Schwab v. Denton

141 A.D.2d 714 | N.Y. App. Div. | 1988

In an action, inter alia, to impose a constructive trust upon real property, the plaintiffs appeal from an order of the Supreme Court, Dutchess County (Hillery, J.), entered March 5, 1987, which granted the defendants’ motion pursuant to CPLR 3211 (a) (7) to dismiss the amended complaint.

Ordered that the order is affirmed, with costs.

According to the amended complaint, the allegations of which are deemed to be true (Latham, v Father Divine, 299 NY 22, 26, rearg denied 299 NY 599), the defendant Kevin Denton, an attorney, represents or has represented two estates through which a certain parcel of realty passed to three residual legatees, whom Kevin Denton also allegedly represented. In March 1984 the plaintiffs made an offer, communicated to Kevin Denton through a broker, to purchase the parcel for what the plaintiffs have characterized as an "opening bid” of $30,000. They were advised, however, that a contract of sale had already been executed. In June 1984 the plaintiffs allegedly communicated directly to Kevin Denton their continuing interest in the property, their "opening bid” of $30,000, and their request that they be apprised of the parcel’s "availability”. The contract with the original purchaser apparently fell through in October 1984 and in February 1985 the defendants, as tenants by the entirety, acquired *715the parcel from the residual legatees for, the plaintiffs alleged, a purchase price of $30,000.

This action was premised on Kevin Denton’s alleged failure to communicate to the "owners” the plaintiffs’ $30,000 "opening bid”. As against both defendants, the plaintiffs sought imposition of a constructive trust on the parcel, and conveyance of that parcel to themselves. As against Kevin Denton, they sought $50,000 in damages, although apparently only as an alternative to equitable relief. Other than alleging that the "defendants” have been unjustly enriched "under cover of the confidential relationship” between Kevin Denton and the executors of one of the estates, the plaintiffs made no allegation with respect to the defendant Lynne Denton. The Supreme Court properly dismissed the complaint.

As the plaintiffs noted before Supreme Court, a constructive trust is a " 'fraud-rectifying’ ” remedy (Matter of Wells, 36 AD2d 471, 474, affd 29 NY2d 931) generally available where, in the context of a confidential relationship, a promisee, in reliance on a promise, transfers something of value, thereby unjustly enriching the promisor (see, e.g., Sharp v Kosmalski, 40 NY2d 119, 121). While the applicability of the remedy is " 'limited only by the inventiveness of men who find new ways to enrich themselves unjustly by grasping what should not belong to them’ ” (Simonds v Simonds, 45 NY2d 233, 241), no constructive trust will be imposed "by one who has no interest in the property prior to obtaining a promise that such an interest will be given to him” (Matter of Wells, supra, at 474; Scivoletti v Marsala, 97 AD2d 401, 402, affd 61 NY2d 806; see also, Stephan v Shulman, 130 AD2d 484).
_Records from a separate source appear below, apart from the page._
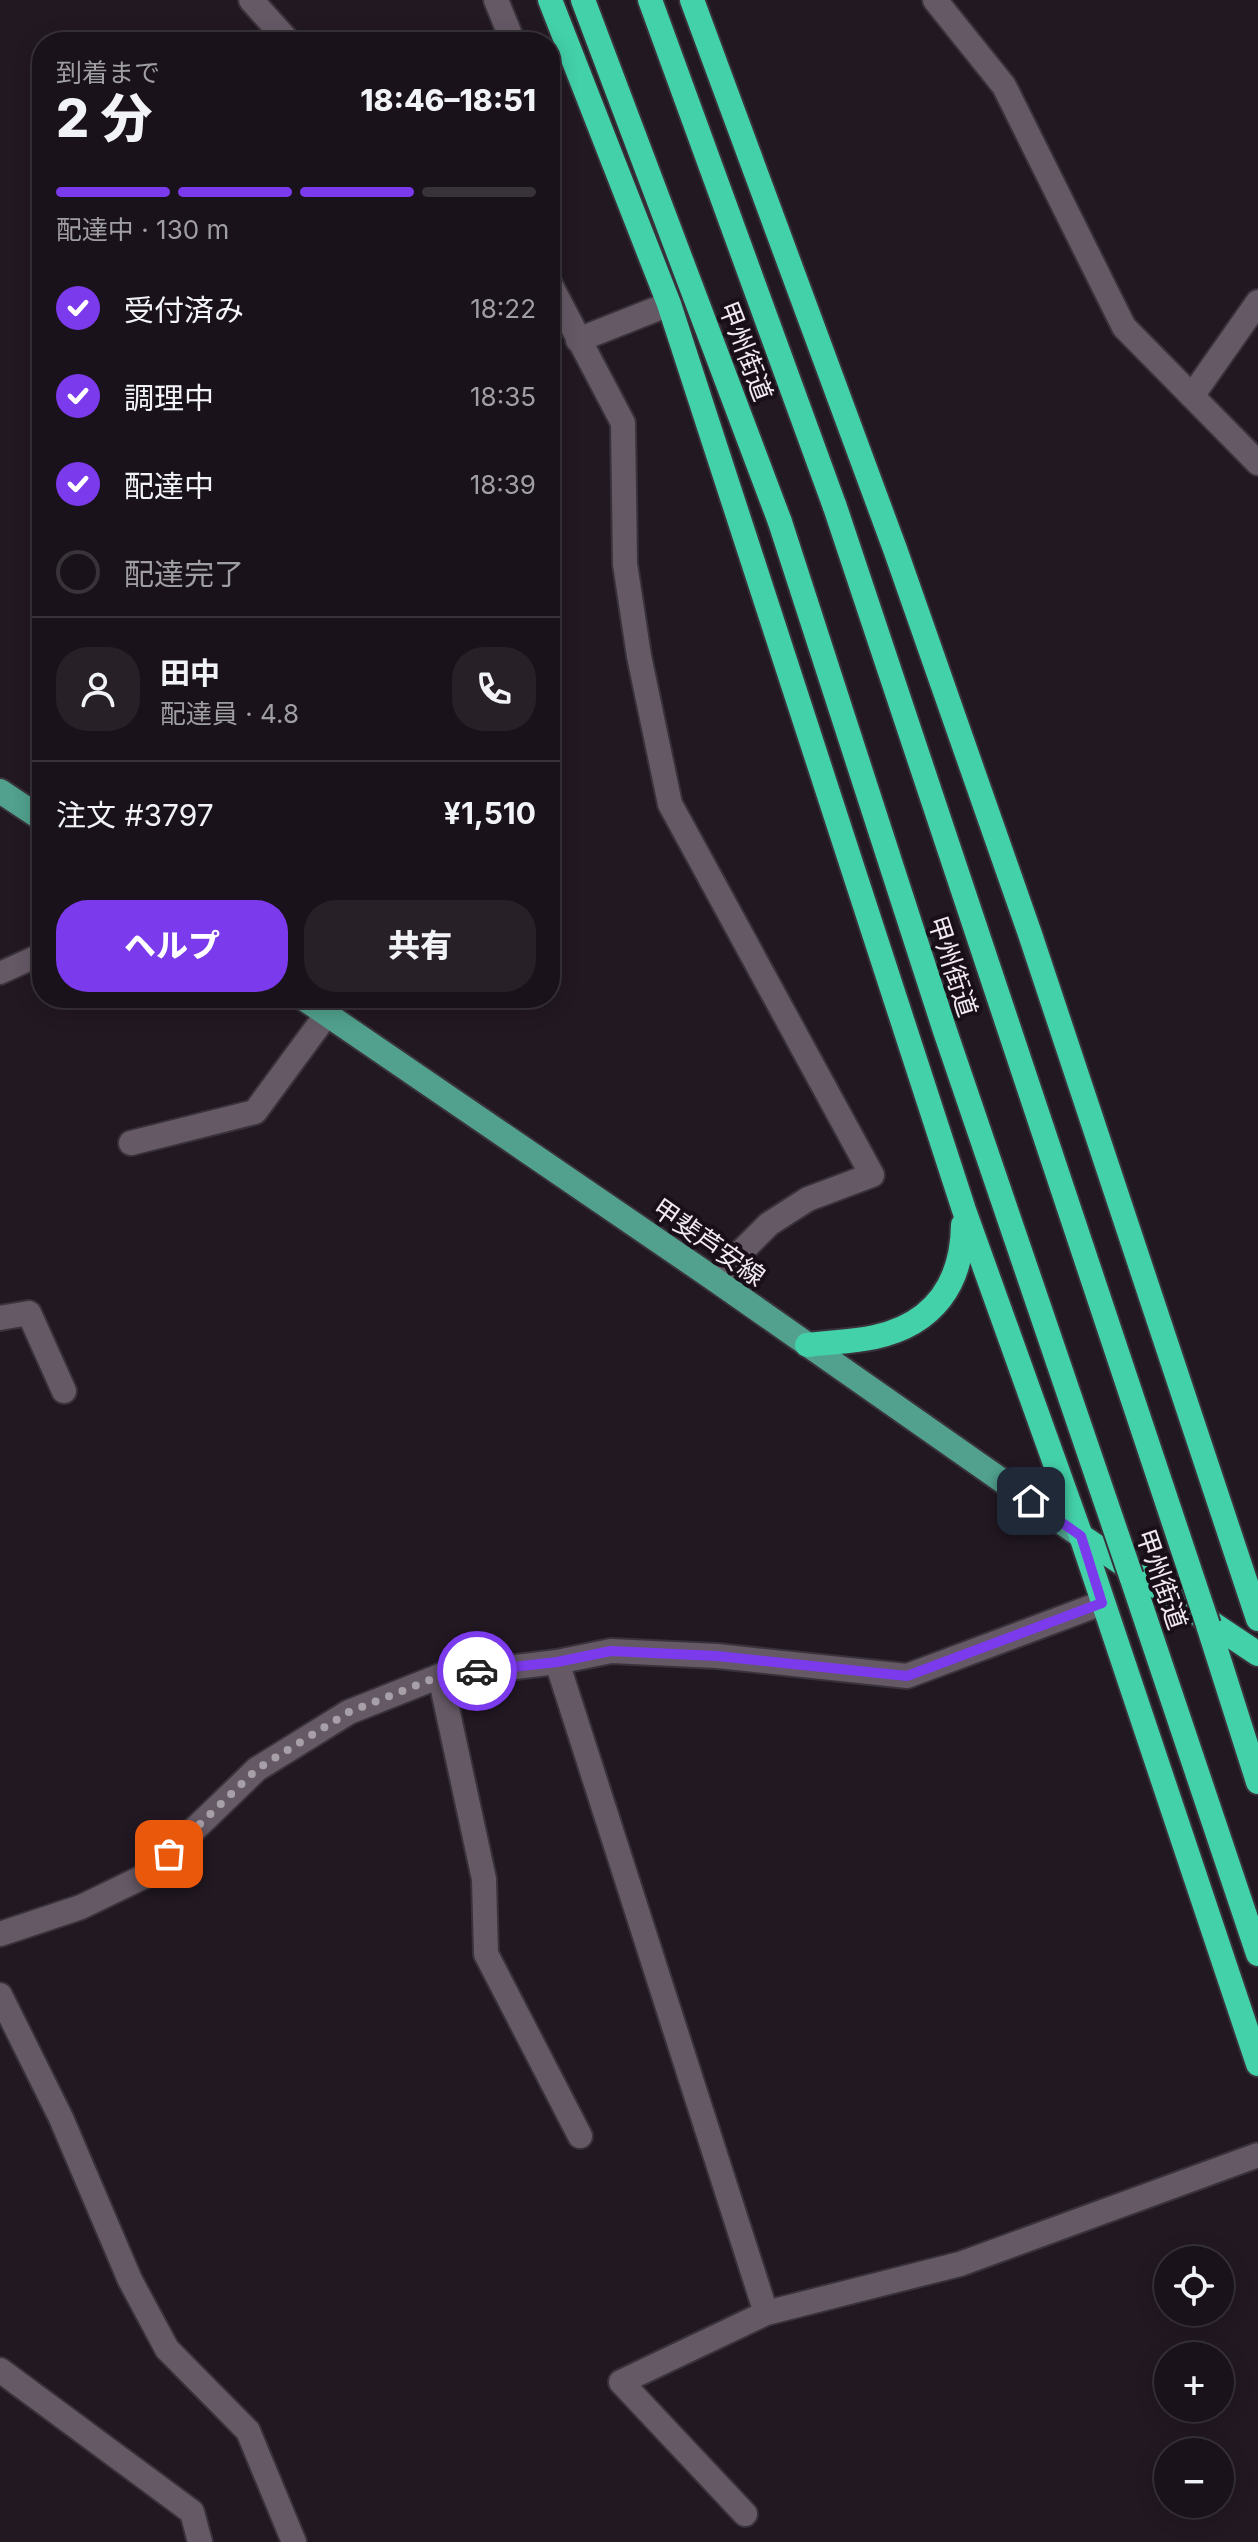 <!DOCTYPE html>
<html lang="ja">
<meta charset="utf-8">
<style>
:root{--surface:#1a121a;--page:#272027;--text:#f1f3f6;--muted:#9f9ea2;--line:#383239;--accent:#7c3aed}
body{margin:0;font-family:Inter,"Noto Sans JP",sans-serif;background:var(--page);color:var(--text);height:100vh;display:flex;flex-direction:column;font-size:30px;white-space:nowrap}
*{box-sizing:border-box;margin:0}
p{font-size:26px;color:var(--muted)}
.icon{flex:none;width:44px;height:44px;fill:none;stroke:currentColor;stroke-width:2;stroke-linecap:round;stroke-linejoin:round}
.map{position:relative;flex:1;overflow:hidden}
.panel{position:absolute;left:32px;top:32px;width:528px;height:976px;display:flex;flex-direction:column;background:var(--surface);border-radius:32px;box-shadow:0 4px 20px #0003,0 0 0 2px var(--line)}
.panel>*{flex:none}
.buttons{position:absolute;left:1154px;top:2246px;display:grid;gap:16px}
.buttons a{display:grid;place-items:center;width:80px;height:80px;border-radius:50%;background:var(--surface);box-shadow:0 4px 20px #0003,0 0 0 2px var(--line);font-size:40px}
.pin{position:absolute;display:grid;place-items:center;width:68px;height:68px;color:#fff;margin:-34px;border-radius:16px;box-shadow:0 4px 12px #0006}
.courier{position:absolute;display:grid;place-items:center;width:80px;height:80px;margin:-40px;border:6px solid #7c3aed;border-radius:50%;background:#fff;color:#222;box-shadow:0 2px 10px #0007}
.head em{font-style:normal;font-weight:800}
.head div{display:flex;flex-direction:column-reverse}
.head{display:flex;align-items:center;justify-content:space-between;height:136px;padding:0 24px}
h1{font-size:52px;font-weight:800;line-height:60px}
.bar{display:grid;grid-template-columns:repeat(4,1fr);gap:12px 8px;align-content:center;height:96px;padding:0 24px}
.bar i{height:10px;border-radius:6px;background:var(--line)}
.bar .current{background:var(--accent)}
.bar p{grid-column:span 4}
.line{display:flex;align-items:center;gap:20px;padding:0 24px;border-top:2px solid var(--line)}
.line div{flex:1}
.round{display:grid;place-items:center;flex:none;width:84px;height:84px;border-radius:32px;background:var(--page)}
ol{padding:0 24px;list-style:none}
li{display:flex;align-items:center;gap:24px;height:88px}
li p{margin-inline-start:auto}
li .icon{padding:8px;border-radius:50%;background:var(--accent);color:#fff;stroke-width:4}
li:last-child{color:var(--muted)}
li i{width:44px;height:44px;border:4px solid var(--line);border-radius:50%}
.action{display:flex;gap:16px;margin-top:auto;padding:16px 24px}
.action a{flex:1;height:92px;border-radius:32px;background:var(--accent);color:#fff;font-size:32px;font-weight:800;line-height:92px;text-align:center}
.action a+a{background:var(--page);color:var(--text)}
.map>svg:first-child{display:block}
</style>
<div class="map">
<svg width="1258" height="2542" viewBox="0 0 1258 2542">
<rect width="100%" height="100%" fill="#221822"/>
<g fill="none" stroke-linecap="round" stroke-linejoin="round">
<g stroke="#39323a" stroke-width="26">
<polyline id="lane" points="0,973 42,954"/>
</g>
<g stroke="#39323a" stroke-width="28">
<g id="street">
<polyline points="251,0 289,42"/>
<polyline points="496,0 513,42"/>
<polyline points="935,0 1004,86 1124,327 1258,463"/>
<polyline points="550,284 623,423 625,564 639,656 670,804 872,1175 808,1199 769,1224 714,1279"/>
<polyline points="578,340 669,304"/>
<polyline points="1192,396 1258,302"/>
<polyline points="131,1143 255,1112 327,1014"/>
<polyline points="0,1318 29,1313 64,1391"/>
<polyline points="557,1662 766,2313"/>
<polyline points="440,1676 484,1879 486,1954 580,2136"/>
<polyline points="0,1934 81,1907 147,1875 257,1769 349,1712 440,1676 557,1662 611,1651 717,1656 907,1676 1102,1603"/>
<polyline points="0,1995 61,2118 130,2280 167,2349 248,2431 294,2542"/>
<polyline points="0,2370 192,2512 200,2542"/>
<polyline points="745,2514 621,2382 766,2313 960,2264 1258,2155"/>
</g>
</g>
<g stroke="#39323a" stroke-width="28">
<g id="primary">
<polyline points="0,791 42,819"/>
<polyline points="303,998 714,1279 1081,1536"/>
</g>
</g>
<g stroke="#39323a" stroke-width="28">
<g id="highway">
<polyline points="550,0 669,304 964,1210 1081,1536 1258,2064"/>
<polyline points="583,0 780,522"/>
<polyline points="650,0 835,507"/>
<polyline points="692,0 895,549 1030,934 1258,1619"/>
<path d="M807 1345C829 1342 853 1342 875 1337 934 1324 962 1284 963 1225"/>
<polyline points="1081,1536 1258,1654"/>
<polyline points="1131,1576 1258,1954"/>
<polyline points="1208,1625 1258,1782"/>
</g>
</g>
<use href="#lane" stroke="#655965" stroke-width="22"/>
<use href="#street" stroke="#655965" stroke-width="24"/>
<use href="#primary" stroke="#51a18e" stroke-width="24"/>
<use href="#highway" stroke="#43d1a9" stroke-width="24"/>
<g stroke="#39323a" stroke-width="28" stroke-linecap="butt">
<g id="highway-bridge">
<polyline points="835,507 1208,1625"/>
<polyline points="780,522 945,1031 1131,1576"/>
</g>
</g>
<use href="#highway-bridge" stroke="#43d1a9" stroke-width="24"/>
</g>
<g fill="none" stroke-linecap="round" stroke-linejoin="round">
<polyline stroke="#a8a0a8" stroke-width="8" stroke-dasharray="0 14.4" points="169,1854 257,1769 349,1712 440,1676 477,1671"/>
<polyline stroke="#7c3aed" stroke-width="10" points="477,1671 557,1662 611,1651 717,1656 907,1676 1102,1603 1081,1536 1031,1501"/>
</g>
<g text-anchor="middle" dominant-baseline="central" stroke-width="8" stroke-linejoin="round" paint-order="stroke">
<g font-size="26" fill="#f0e9f0" stroke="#190f19">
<text transform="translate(746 351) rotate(69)">甲州街道</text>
<text transform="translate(953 966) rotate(72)">甲州街道</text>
<text transform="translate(709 1242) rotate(35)">甲斐芦安線</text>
<text transform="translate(1162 1579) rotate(71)">甲州街道</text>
</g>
</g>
</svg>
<div class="buttons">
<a><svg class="icon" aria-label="locate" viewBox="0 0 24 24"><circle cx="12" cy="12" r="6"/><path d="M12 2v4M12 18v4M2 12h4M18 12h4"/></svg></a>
<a>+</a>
<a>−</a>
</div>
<div class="pin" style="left:169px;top:1854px;background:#ea580c"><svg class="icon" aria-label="bag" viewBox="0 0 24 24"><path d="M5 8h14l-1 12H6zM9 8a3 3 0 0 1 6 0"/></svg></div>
<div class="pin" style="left:1031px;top:1501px;background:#1f2937"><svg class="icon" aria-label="home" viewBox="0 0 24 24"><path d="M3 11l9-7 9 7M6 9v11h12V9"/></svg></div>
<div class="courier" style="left:477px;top:1671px"><svg class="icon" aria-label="car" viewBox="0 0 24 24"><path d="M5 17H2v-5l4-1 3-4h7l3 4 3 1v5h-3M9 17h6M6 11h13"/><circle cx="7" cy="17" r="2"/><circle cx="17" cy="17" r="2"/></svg></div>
<section class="panel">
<div class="head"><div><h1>2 分</h1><p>到着まで</p></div><em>18:46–18:51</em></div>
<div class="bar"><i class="current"></i><i class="current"></i><i class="current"></i><i></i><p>配達中 · 130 m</p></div>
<ol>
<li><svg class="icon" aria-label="check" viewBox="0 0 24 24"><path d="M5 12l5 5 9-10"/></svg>受付済み<p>18:22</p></li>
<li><svg class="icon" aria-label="check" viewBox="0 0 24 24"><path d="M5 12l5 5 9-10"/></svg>調理中<p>18:35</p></li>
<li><svg class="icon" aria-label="check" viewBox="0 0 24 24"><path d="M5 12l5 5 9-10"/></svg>配達中<p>18:39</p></li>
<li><i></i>配達完了</li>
</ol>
<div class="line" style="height:144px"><a class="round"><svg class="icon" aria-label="person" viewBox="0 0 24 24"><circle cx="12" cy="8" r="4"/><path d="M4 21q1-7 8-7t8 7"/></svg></a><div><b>田中</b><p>配達員 · 4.8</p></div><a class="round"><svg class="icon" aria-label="phone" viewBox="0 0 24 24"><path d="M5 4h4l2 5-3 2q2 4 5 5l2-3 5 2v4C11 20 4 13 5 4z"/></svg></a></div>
<div class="line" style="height:104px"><div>注文 #3797</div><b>¥1,510</b></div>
<div class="action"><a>ヘルプ</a><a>共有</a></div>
</section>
</div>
The amended complaint fails to disclose a confidential relationship between the parties or any promise on the part of the defendants or anyone connected with the parcel. Moreover, the plaintiffs possessed no legally cognizable interest in the parcel with which they could have parted. The conduct on the part of Kevin Denton of which the plaintiffs complained, if it occurred, could constitute a breach of duty owed to a client (cf., Code of Professional Responsibility Canons 5, 7). The plaintiffs are, however, strangers to the attorney-client relationship on which this action is premised. The mere hope that their offer or any increased offer they might have been willing to make would have been accepted by the legatees is insufficient to warrant either equitable relief or an award of damages in their favor. Bracken, J. P., Eiber, Kooper and Harwood, JJ., concur.